The article entitled ‘A remark on rare variants’ by Oexle1 is an interesting report in which the author describes an approach to the study of common diseases caused by multiple rare variants. The article contains three parts. The first part is a discussion of the concept of population attributable risk (PAR) proposed by Bodmer and Bonilla.2 PAR is a kind of index that represents the contribution of a variant to the onset of the disease. For calculating the cumulative genetic effect of rare variants, an approximate expression for estimating PAR is presented. However, the explanation of PAR in the original article is difficult to understand because it does not go into enough detail. The author explained the process of obtaining the equations described in the original article. The second part is a discussion of the efficiency of genetic analysis for rare variants with strong effect size. The powers of both affected sib-pair analysis and transmission/disequilibrium test (TDT) were calculated based on the methods of Risch and Merikangas.3 The author illustrated that affected sib-pair analysis is more sensitive to a decrease in frequency or effect size than TDT. The third part proposes a disease model based on Kimura's infinite sites model. The author derived a simple relationship between the variant's selection coefficient and its effect size. The number of contributing genetic variants can be estimated by this model. Finally, TDT was applied to the disease model. The author derived the required sample size for the test.

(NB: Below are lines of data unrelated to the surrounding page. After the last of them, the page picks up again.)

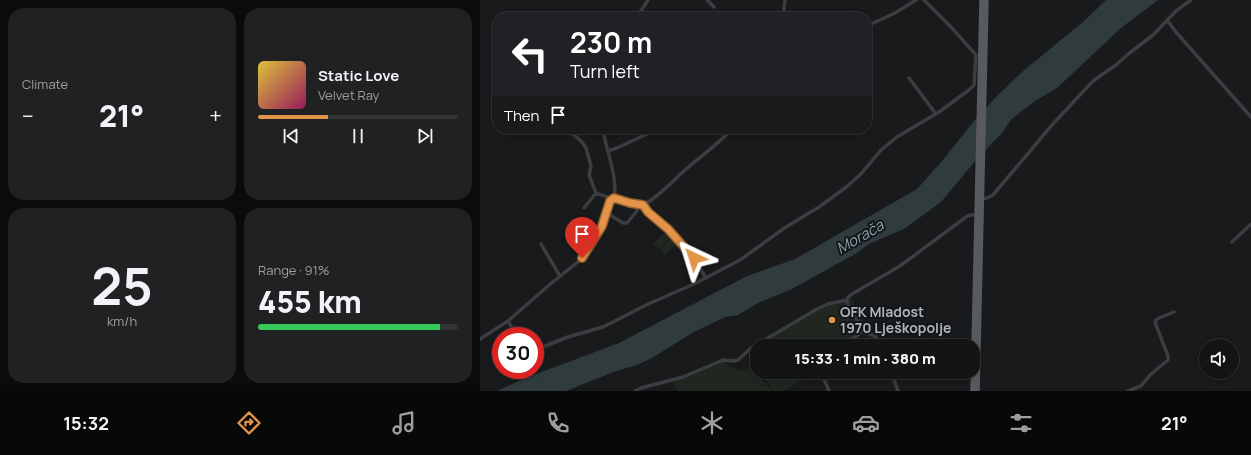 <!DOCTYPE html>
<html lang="en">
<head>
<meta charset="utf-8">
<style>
	:root { --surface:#131414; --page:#202122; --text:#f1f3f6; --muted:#9d9ea0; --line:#323334; --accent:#e39449 }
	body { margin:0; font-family:Manrope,sans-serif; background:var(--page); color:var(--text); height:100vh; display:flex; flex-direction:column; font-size:15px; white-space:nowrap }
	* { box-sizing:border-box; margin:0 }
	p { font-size:13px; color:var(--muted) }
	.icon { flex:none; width:22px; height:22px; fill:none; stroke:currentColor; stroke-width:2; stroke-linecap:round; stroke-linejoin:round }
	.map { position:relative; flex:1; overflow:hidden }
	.panel { display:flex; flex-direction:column; gap:8px; padding:8px; background:#0a0b0b; width:480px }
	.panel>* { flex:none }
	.banner { position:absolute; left:12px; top:12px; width:380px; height:122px; border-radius:16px; box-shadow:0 2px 6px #0003,0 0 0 1px var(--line); background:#202124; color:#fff; overflow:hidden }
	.fabs { position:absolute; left:719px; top:339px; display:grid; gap:8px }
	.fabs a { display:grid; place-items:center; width:40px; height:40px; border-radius:50%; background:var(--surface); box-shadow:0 2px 6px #0003,0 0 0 1px var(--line); font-size:20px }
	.speed { position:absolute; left:12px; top:327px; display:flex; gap:8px; font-size:20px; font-weight:700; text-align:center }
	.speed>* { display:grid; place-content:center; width:52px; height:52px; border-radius:50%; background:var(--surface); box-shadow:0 2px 6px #0003,0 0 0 1px var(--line); line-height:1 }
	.speed .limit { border:6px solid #d22; background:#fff; color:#111 }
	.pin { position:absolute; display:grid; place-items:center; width:34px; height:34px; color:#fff; margin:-41px -17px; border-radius:50% 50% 50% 0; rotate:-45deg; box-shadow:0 0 4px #0007 }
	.pin .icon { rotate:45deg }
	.me { position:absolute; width:44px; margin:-22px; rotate:319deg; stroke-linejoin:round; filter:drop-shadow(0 0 3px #0008) }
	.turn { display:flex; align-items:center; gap:14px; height:84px; padding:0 12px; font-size:18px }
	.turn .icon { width:52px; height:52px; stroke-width:2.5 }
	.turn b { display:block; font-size:28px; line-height:34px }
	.then { display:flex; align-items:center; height:38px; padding:0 12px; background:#0003; gap:8px; font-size:15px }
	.big { font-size:30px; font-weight:800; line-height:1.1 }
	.panel .widget { flex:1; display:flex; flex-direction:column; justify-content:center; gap:6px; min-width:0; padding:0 14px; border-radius:16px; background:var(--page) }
	.panel .dial { align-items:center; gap:0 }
	.dial b { font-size:52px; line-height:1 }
	.song { display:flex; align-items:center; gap:12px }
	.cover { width:48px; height:48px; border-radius:6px; background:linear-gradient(135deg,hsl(50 70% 55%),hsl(330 70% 35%)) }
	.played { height:4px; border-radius:2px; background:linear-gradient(90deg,var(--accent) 35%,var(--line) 35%) }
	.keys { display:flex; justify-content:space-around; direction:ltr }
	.heat { display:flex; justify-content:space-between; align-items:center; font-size:22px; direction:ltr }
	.charge { height:6px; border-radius:3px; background:linear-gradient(90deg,#34c759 91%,var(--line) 0) }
	.panel .tiles { flex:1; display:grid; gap:8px; grid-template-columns:repeat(2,1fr) }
	.trip { position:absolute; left:270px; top:339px; width:230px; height:40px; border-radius:16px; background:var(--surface); box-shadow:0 2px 6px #0003,0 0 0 1px var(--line); font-weight:800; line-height:40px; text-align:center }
	.tabs { display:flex; height:64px; justify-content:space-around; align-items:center; background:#080808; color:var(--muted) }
	.tabs .icon { width:28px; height:28px }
	.tabs .active { color:var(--accent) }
	.tabs b { font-size:18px; color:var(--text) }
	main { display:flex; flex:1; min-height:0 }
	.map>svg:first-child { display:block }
</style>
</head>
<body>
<main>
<section class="panel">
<div class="tiles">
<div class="widget"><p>Climate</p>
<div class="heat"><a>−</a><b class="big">21°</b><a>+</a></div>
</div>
<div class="widget">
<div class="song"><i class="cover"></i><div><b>Static Love</b><p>Velvet Ray</p></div></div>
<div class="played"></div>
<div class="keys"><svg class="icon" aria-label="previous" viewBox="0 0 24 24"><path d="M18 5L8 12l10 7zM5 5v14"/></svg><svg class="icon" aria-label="pause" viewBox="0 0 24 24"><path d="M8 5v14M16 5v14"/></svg><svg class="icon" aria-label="next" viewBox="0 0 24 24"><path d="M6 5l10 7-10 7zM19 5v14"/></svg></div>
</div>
<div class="widget dial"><b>25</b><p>km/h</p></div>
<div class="widget"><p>Range · 91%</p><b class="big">455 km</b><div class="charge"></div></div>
</div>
</section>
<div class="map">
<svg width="771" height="391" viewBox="0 0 771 391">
	<rect width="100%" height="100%" fill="#191a1b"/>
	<path fill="#202620" d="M184 233 190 238 179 249 173 244Z
		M190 239 196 244 185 255 180 250Z
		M371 299 389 329 364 346H277L336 310Z
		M277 346V365L268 351Z
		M243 360 250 367 263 371 269 367 293 391H197L192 380Z
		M281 372H335L303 391H295L291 388Z"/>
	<path fill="#303b3e" d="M626 0H678L641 28 577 88 555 101 534 117 530 121 522 133 496 160 461 202 424 229 389 244 377 253 312 289 278 303 258 315 245 317 212 333 172 358 157 365 136 371 86 391H17L43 379 139 343 267 276 315 259 437 189 462 161 494 121 518 95 542 72 604 21Z"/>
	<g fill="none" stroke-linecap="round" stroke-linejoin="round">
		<path stroke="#3b3d40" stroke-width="3.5" d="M227 0 234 7
			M157 17 168 0
			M303 17 305 0
			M687 20 695 31 771 117
			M387 26 415 13 436 0
			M429 78 456 114
			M87 129 102 142 106 148 111 166 109 175 116 193C123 196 157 206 164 204 174 201 195 179 204 171 220 157 237 145 252 129
			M128 151 137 148 169 133
			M502 199 507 198 513 195 572 125 612 82 620 76 636 65 647 55 673 35 696 11 711 0
			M163 205C167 215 180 220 188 228 202 243 215 260 226 278
			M104 208 116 193
			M127 213 143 223H147L156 212 159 205
			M752 242 771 224
			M61 244 80 276
			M28 321 37 336
			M381 331C381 321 364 306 367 299 368 297 371 295 372 294L420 266 486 217 490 215H497
			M381 331 395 336 401 346
			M0 339 28 321 68 286 99 261 122 226 130 201 134 198C138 175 126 152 123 129
			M361 346 378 335 381 331
			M55 350 88 337 123 327 135 321 166 305 214 284 260 260 306 227 339 207 365 188 381 174 401 150 417 137 459 112 489 90 494 85 496 55 472 28 444 0
			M341 372 349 391
			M411 372 418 391
			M155 391 161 388 203 377 243 360 253 361 258 360 271 348 337 309 348 304 367 300
			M648 391 661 386 670 375 688 360V356L675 322 677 319 694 312"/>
		<path stroke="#575a5f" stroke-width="5.5" d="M493 391 502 0
			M497 391 506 0"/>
	</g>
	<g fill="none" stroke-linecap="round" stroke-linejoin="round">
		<g stroke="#94602f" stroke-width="10">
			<path id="route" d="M102 258 122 226 130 201 134 198 150 203 163 205 168 212 188 229 214 258"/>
		</g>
		<use href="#route" stroke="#e39449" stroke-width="7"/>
	</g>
	<circle fill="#e39449" stroke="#141516" stroke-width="1.5" cx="352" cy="320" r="4"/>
	<g text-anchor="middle" stroke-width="4" stroke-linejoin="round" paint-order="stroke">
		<g font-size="14" font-weight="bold" fill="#adb3ba" stroke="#141516" text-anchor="start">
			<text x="360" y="317">OFK Mladost<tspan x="360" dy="16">1970 Lješkopolje</tspan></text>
		</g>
		<g font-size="15" font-style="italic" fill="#87a5b1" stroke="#141516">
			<text transform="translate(380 237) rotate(-30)" y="5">Morača</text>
		</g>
	</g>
</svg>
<div class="fabs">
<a><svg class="icon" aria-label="sound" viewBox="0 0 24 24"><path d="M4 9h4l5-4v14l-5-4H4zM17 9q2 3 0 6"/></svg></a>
</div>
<div class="speed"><div class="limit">30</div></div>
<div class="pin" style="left:102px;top:258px;background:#d93025"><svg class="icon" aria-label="arrive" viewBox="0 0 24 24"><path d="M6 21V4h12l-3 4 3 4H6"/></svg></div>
<svg class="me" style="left:214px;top:258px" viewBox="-20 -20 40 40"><path d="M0-17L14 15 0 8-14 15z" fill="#e39449" stroke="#fff" stroke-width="4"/></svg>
<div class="trip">15:33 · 1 min · 380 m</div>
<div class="banner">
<div class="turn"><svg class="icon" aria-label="left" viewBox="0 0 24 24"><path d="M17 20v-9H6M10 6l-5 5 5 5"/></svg><div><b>230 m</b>Turn left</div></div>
<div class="then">Then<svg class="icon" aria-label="arrive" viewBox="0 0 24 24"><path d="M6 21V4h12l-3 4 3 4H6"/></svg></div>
</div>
</div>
</main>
<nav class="tabs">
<b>15:32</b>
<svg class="icon active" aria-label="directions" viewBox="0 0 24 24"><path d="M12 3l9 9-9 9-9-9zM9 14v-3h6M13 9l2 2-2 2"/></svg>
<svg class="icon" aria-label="music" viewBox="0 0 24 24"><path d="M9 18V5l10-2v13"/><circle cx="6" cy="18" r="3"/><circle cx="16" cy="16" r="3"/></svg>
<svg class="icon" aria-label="phone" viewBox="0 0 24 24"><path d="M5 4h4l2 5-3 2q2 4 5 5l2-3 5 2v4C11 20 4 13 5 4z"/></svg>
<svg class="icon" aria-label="climate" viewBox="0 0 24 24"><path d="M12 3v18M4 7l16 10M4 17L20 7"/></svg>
<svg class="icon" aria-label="car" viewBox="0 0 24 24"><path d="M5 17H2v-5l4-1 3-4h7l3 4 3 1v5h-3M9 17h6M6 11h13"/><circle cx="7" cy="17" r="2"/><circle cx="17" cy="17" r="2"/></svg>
<svg class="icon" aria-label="filters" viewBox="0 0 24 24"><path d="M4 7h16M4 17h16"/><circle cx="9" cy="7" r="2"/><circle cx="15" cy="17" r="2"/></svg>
<b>21°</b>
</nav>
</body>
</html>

The first two parts are very informative and contribute to the understanding of original articles. Moreover, I find the disease model proposed in the third part very intriguing.

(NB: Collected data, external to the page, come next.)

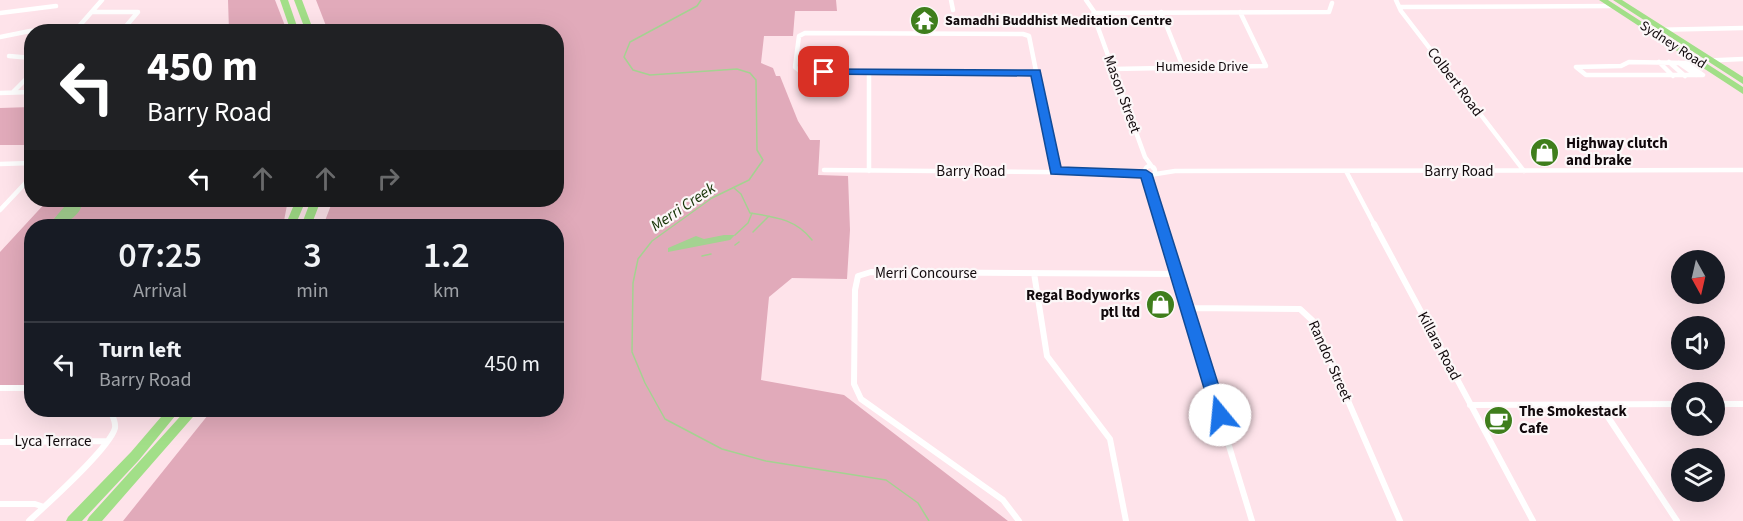 <!DOCTYPE html>
<html lang="en">
<head>
<meta charset="utf-8">
<style>
  :root { --surface:#171b24; --page:#242831; --text:#f1f3f6; --muted:#9ea1a6; --line:#363941 }
  body { margin:0; font-family:"Source Sans 3",sans-serif; background:var(--page); color:var(--text); height:100vh; display:flex; flex-direction:column; font-size:22px; white-space:nowrap }
  * { box-sizing:border-box; margin:0 }
  p { font-size:20px; color:var(--muted) }
  .icon { flex:none; width:33px; height:33px; fill:none; stroke:currentColor; stroke-width:2; stroke-linecap:round; stroke-linejoin:round }
  .map { position:relative; flex:1; overflow:hidden }
  .side { position:absolute; left:24px; top:219px; width:540px; height:198px; display:flex; flex-direction:column; background:var(--surface); border-radius:24px; box-shadow:0 6px 24px #0002 }
  .side>* { flex:none }
  .banner { position:absolute; left:24px; top:24px; width:540px; height:183px; border-radius:24px; box-shadow:0 6px 24px #0002; background:#202124; color:#fff; overflow:hidden }
  .needle { width:39px; rotate:172deg }
  .buttons { position:absolute; left:1671px; top:250px; display:grid; gap:12px }
  .buttons a { display:grid; place-items:center; width:54px; height:54px; border-radius:50%; background:var(--surface); box-shadow:0 6px 24px #0002; font-size:30px }
  .pin { position:absolute; display:grid; place-items:center; width:51px; height:51px; color:#fff; margin:-26px; border-radius:12px; box-shadow:0 3px 9px #0006 }
  .me { position:absolute; width:66px; margin:-33px; rotate:343deg; stroke-linejoin:round; filter:drop-shadow(0 0 4px #0008) }
  .turn { display:flex; align-items:center; gap:21px; height:126px; padding:0 24px; font-size:27px }
  .turn .icon { width:78px; height:78px; stroke-width:2.5 }
  .turn b { display:block; font-size:42px; line-height:51px }
  .lanes { display:flex; align-items:center; height:57px; padding:0 24px; background:#0003; justify-content:center; gap:30px; direction:ltr }
  .lanes .off { opacity:.35 }
  .eta { display:flex; justify-content:space-evenly; align-items:center; height:102px; text-align:center }
  .eta b { font-size:36px; font-weight:600; line-height:42px }
  ul { padding:0; list-style:none }
  li { display:flex; align-items:center; gap:18px; height:84px; padding:0 24px; border-top:2px solid var(--line) }
  li div { flex:1 }
  li b { display:block; font-size:22px }
  li em { font-style:normal }
  .map>svg:first-child { display:block }
  .green { fill:#e1aaba }
  .water { fill:#a4d291 }
  .lines { fill:none; stroke-linecap:round; stroke-linejoin:round }
  .stream { stroke:#a4d291; stroke-width:1.5 }
  .street-far1 { stroke:#fff; stroke-width:4.5 }
  .street { stroke:#fff; stroke-width:6 }
  .highway { fill:#a2df88; fill-rule:evenodd }
  .route { fill:#1a73e8; stroke:#114b97; stroke-width:1.5 }
  .labels { text-anchor:middle; dominant-baseline:central; stroke-width:4.5; stroke-linejoin:round; paint-order:stroke }
  .far-poi-label { font-size:14px; font-weight:bold; fill:#11090c; stroke:#fcf7f8; text-anchor:start }
  .far-street-label { font-size:14px; fill:#11090c; stroke:#fcf7f8 }
  .street-label { font-size:15px; fill:#11090c; stroke:#fcf7f8 }
  .poi-label { font-size:15px; font-weight:bold; fill:#11090c; stroke:#fcf7f8; text-anchor:start }
  .water-label { font-size:16px; font-style:italic; fill:#163306; stroke:#fcf7f8 }
</style>
</head>
<body>
<div class="map">
<svg width="1743" height="521" viewBox="0 0 1743 521">
  <rect width="100%" height="100%" fill="#fee3ea"/>
  <path class="green" d="M228,0H275L287,31H229Z
    M316,0H836L837,11H795L793,36H764L761,63L773,68L776,76H780L798,121L810,140H820L818,175L848,176L850,230L847,279L792,278L769,297L761,380L844,395L1008,521H123L212,410H556V226H323L333,200H556V32L328,31Z
    M31,107V145H0V108Z
    M48,200H288L283,226H32L31,386H0V252Z"/>
  <path class="water" d="M75,200H82C84,215 62,227 48,226L64,207Z
    M724,235H735L730,240L668,252V248L696,236L704,239Z"/>
  <g class="lines">
    <path class="stream" d="M701,0L697,6L630,42L624,57L633,70L650,75L737,69L750,73L756,80L757,150L763,160L749,180L712,198L652,241L638,259L633,283L632,352L645,383L665,419L722,449L766,461L886,480L918,503L929,521
      M734,188L741,194L750,213C775,217 796,219 812,240
      M753,232L769,216
      M735,235L748,223L752,213
      M735,245L739,242
      M702,256L711,254"/>
    <path class="street-far1" d="M951,0L953,10
      M1086,0L1095,13L1093,14L1145,157L1153,168
      M1396,0L1401,11L1524,171
      M1400,7L1612,6
      M93,12H138L121,32
      M1161,12L1183,67
      M0,13L56,6
      M1095,13L1329,12L1332,3
      M1651,30L1743,28
      M74,32L102,0
      M0,37L30,31L76,29
      M9,56L32,58
      M1698,61L1743,59
      M1629,62L1686,63L1703,75H1586L1576,67L1621,66Z
      M1659,62L1673,76
      M1669,62L1685,76
      M1679,63L1696,75
      M1686,63H1701
      M1113,69L1266,66L1240,12
      M869,72V171
      M1036,72H801L795,67L799,36L805,33L1023,34L1029,36L1056,171
      M13,92L32,73
      M0,93L32,92
      M0,164L32,163
      M1145 171a5 5 0 1 1 10 0a5 5 0 1 1-10 0Z
      M824,170L1145,173
      M1346,171L1375,226
      M1146,174L1162,226
      M1156,174L1175,171L1743,170
      M0,210L32,176"/>
    <path class="street" d="M1161,224L1252,521
      M1374,224L1533,521
      M1034,273L1047,356L1110,439L1126,521
      M1187,308L1300,309L1314,322L1400,521
      M0,388H32
      M1714,404H1743
      M1470,405L1682,404
      M1600,405L1677,521
      M0,442L107,441
      M0,504H35L44,507
      M29,521C47,504 110,448 115,428C116,421 112,416 110,410
      M1019,521L1003,500L861,399L854,384L855,290L858,276L871,272L1176,274"/>
    <path class="highway" d="M280,0H288L299,32H291Z
      M294,0H302L314,32H306Z
      M1599,0H1608L1743,87V94Z
      M1613,0H1622L1743,77V84Z
      M296,200H306L295,226H285Z
      M311,200H321L311,226H301Z
      M167,410H180L139,460L82,521H66L68,517L131,452Z
      M186,410H199L102,521H87L89,517Z"/>
  </g>
  <path class="route" d="M824,69L1040,70L1061,167L1146,170L1152,174L1228,415L1225,419L1220,421L1214,419L1212,415L1141,178L1051,174L1031,76L820,74L818,72Z"/>
  <defs>
    <symbol id="temple-disc" viewBox="-11 -11 22 22"><circle r="9.5" fill="#3f7e1c" stroke="#fcf7f8"/><path d="M0-6L5-2H3V0L6.5 2.5H4V6H1.5V3h-3V6H-4V2.5H-6.5L-3 0V-2H-5Z" fill="#fff"/></symbol>
    <symbol id="shop-disc" viewBox="-11 -11 22 22"><circle r="9.5" fill="#3f7e1c" stroke="#fcf7f8"/><path d="M-5-2.5h2.3a2.7 3.5 0 0 1 5.4 0H5L5.5 6h-11ZM-1.5-2.5h3a1.5 2.3 0 0 0-3 0Z" fill="#fff"/></symbol>
    <symbol id="cafe-disc" viewBox="-11 -11 22 22"><circle r="9.5" fill="#3f7e1c" stroke="#fcf7f8"/><path d="M-5.5-4.5H6V0H3Q3 3.5 0 3.5H-2.5Q-5.5 3.5-5.5 0ZM3-3.2v2h1.7v-2ZM-6 4.5H4V6H-6Z" fill="#fff"/></symbol>
  </defs>
  <g fill-rule="evenodd">
    <use href="#temple-disc" x="908" y="4" width="33" height="33"/>
    <use href="#shop-disc" x="1528" y="136" width="33" height="33"/>
    <use href="#shop-disc" x="1144" y="288" width="33" height="33"/>
    <use href="#cafe-disc" x="1482" y="404" width="33" height="33"/>
  </g>
  <g class="labels">
    <g class="far-poi-label">
      <text x="945" y="21">Samadhi Buddhist Meditation Centre</text>
    </g>
    <g class="far-street-label">
      <text transform="translate(1673 45) rotate(33)">Sydney Road</text>
      <text x="1202" y="67">Humeside Drive</text>
    </g>
    <g class="street-label">
      <text transform="translate(1455 82) rotate(53)">Colbert Road</text>
      <text transform="translate(1122 94) rotate(70)">Mason Street</text>
      <text x="971" y="171">Barry Road</text>
      <text x="1459" y="171">Barry Road</text>
      <text x="926" y="273">Merri Concourse</text>
      <text transform="translate(1439 346) rotate(62)">Killara Road</text>
      <text transform="translate(1330 361) rotate(66)">Randor Street</text>
      <text x="53" y="441">Lyca Terrace</text>
    </g>
    <g class="poi-label">
      <text x="1566" y="143">Highway clutch<tspan x="1566" dy="17">and brake</tspan></text>
      <text x="1140" y="295" text-anchor="end">Regal Bodyworks<tspan x="1140" dy="17">ptl ltd</tspan></text>
      <text x="1519" y="411">The Smokestack<tspan x="1519" dy="17">Cafe</tspan></text>
    </g>
    <g class="water-label">
      <text transform="translate(683 207) rotate(-34)">Merri Creek</text>
    </g>
  </g>
</svg>
<div class="buttons">
<a><svg class="needle" viewBox="-14 -14 28 28"><path d="M0-13l5 13h-10z" fill="#e53935"/><path d="M0 13l5-13h-10z" fill="#9ea1a6"/></svg></a>
<a><svg class="icon" aria-label="sound" viewBox="0 0 24 24"><path d="M4 9h4l5-4v14l-5-4H4zM17 9q2 3 0 6"/></svg></a>
<a><svg class="icon" aria-label="search" viewBox="0 0 24 24"><circle cx="10" cy="10" r="6"/><path d="M15 15l6 6"/></svg></a>
<a><svg class="icon" aria-label="layers" viewBox="0 0 24 24"><path d="M12 4l9 5-9 5-9-5zM3 14l9 5 9-5"/></svg></a>
</div>
<div class="pin" style="left:824px;top:72px;background:#d93025"><svg class="icon" aria-label="arrive" viewBox="0 0 24 24"><path d="M6 21V4h12l-3 4 3 4H6"/></svg></div>
<svg class="me" style="left:1220px;top:415px" viewBox="-20 -20 40 40"><circle r="19" fill="#fff"/><path d="M0-13L10 11 0 6-10 11z" fill="#1a73e8"/></svg>
<div class="banner">
<div class="turn"><svg class="icon" aria-label="left" viewBox="0 0 24 24"><path d="M17 20v-9H6M10 6l-5 5 5 5"/></svg><div><b>450 m</b>Barry Road</div></div>
<div class="lanes"><svg class="icon" aria-label="left" viewBox="0 0 24 24"><path d="M17 20v-9H6M10 6l-5 5 5 5"/></svg><svg class="icon off" aria-label="ahead" viewBox="0 0 24 24"><path d="M12 20V5M6 11l6-6 6 6"/></svg><svg class="icon off" aria-label="ahead" viewBox="0 0 24 24"><path d="M12 20V5M6 11l6-6 6 6"/></svg><svg class="icon off" aria-label="right" viewBox="0 0 24 24"><path d="M7 20v-9h11M14 6l5 5-5 5"/></svg></div>
</div>
<section class="side">
<div class="eta">
<div><b>07:25</b><p>Arrival</p></div>
<div><b>3</b><p>min</p></div>
<div><b>1.2</b><p>km</p></div>
</div>
<ul>
<li><svg class="icon" aria-label="left" viewBox="0 0 24 24"><path d="M17 20v-9H6M10 6l-5 5 5 5"/></svg><div><b>Turn left</b><p>Barry Road</p></div><em>450 m</em></li>
</ul>
</section>
</div>
</body>
</html>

Recently, many genetic variants that cause multifactorial disease have been detected by genome-wide association study (GWAS). To increase the power of GWAS, high-frequency single-nucleotide polymorphisms (SNPs) are used as markers. This means that common variants with low odds ratio (OR) can be detected by GWAS. However, it is also possible to discover rare variants with high OR by sequencing around the positive markers. For example, the association between ABCG2 and serum uric acid levels was identified by GWAS.4 The functional variant Q141K in ABCG2 increases the serum uric acid level. We searched for the causative SNPs of gout and hyperuricemia in the ABCG2 gene. The common variant Q141K was associated with gout (minor allele frequency (MAF)=0.32; OR=2.23). Moreover, the rare variant Q126X was detected as a disease-related SNP (MAF=0.03; OR=4.25). Functional analysis showed that Q141K reduced activity by half and that Q126X was associated with no activity.5

Discoveries such as these may increase in the future. However, there may be many rare causative SNPs that cannot be detected by GWAS. Genetic researchers are accordingly interested in the question of how many causative variants exist with a particular OR and MAF. The mathematical model proposed in the third part may give an approximate answer to this question. The proposed model contains complicated equations; in particular, there are many equations about selection parameter s. However, the parameter s was integrated out and two parameters remained: relative fertility and affection rate of the disease. These two parameters alone are required to estimate the number of the causative variants. The model therefore seems to be simple.

The simulation study for the power of TDT was performed using estimates of the number of causative SNPs in the third part. The estimated number can be applied not only for a power calculation of TDT but also for a power calculation of an association study using chi-square test. Therefore, the model can help in study design. Cumulative PAR, which represents the summary genetic effect of particular variants, can also be calculated by the estimate. Moreover, if we can obtain a more exact estimate of the number of causative SNPs with some genetic effect, the heritability of the disease may be estimated.

This model is based on the assumption that relative fertility and affection rate determine the ORs and the frequencies for the variants. Moreover, it is assumed that the variants associated with disease are under selection, even if the disease onset is late. These two assumptions seem not to be robust. Therefore, evidence that this model represents the real structure of genetic disease is required for genetic researchers to use the model confidently.

One method for confirming the validity of the model is to check the inheritance of the variants. The author claims that disease susceptibility genes may be associated with a selective disadvantage even if the average onset is late. If this assumption is true, the rare variants contributing to diseases are not inherited with a probability of 1/2. It appears that the fitness of the model for the real genetic architecture could be verified by investigating the probability of inheritance of the disease-related variant, genetic effect, frequency and relative fertility.

The real structure of genetic disease would not appear as simple as described in the article. However, for the purpose of theoretical study it is useful to start from the simplest case. I hope that this article serves as the basis from which to develop research on rare causative variants.